Data for processing Block Start

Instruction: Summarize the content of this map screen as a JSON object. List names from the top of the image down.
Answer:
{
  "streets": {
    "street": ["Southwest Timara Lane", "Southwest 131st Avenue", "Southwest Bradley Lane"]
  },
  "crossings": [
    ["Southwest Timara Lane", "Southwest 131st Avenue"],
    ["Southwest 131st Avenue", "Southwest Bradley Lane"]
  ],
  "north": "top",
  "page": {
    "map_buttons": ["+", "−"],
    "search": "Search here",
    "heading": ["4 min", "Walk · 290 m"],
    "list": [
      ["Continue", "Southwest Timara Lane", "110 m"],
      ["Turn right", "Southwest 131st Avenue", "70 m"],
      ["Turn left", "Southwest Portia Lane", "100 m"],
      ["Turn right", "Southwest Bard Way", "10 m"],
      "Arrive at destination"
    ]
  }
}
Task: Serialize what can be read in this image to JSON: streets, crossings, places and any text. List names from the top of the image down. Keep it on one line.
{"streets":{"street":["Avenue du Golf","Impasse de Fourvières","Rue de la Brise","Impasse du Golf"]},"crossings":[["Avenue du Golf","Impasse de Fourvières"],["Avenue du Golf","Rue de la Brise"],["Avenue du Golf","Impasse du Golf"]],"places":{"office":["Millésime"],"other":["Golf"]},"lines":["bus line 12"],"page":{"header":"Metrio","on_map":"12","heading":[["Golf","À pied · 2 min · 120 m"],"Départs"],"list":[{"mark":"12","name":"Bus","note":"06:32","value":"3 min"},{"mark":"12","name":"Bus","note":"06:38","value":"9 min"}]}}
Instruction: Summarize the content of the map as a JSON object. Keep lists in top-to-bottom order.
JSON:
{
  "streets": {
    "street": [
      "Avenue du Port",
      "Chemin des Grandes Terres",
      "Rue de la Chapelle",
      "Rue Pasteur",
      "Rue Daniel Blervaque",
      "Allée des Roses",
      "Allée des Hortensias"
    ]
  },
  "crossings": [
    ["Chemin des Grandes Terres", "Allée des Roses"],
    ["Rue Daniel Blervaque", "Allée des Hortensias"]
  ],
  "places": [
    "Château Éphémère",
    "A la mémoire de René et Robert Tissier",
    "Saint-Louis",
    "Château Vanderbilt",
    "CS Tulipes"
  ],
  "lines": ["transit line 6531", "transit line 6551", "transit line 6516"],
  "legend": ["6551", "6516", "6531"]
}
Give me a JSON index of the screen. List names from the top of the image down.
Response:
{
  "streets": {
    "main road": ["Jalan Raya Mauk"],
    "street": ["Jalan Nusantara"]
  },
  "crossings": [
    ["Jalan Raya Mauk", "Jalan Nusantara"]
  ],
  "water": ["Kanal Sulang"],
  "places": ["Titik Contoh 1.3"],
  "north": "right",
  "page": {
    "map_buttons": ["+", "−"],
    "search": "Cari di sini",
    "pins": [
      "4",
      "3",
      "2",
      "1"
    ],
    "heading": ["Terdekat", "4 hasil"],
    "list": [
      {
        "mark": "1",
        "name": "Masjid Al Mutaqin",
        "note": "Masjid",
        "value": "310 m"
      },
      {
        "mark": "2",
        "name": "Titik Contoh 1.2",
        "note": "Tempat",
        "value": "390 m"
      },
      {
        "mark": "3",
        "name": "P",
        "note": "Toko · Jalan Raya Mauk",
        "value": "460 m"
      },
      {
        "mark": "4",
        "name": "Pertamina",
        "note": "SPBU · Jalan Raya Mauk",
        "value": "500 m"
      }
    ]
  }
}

Data for processing Block End

▶ Task requirements:
Above are some records. Count the lines among them with the word "Summarize", and answer with the number only.

▶ Task response:
2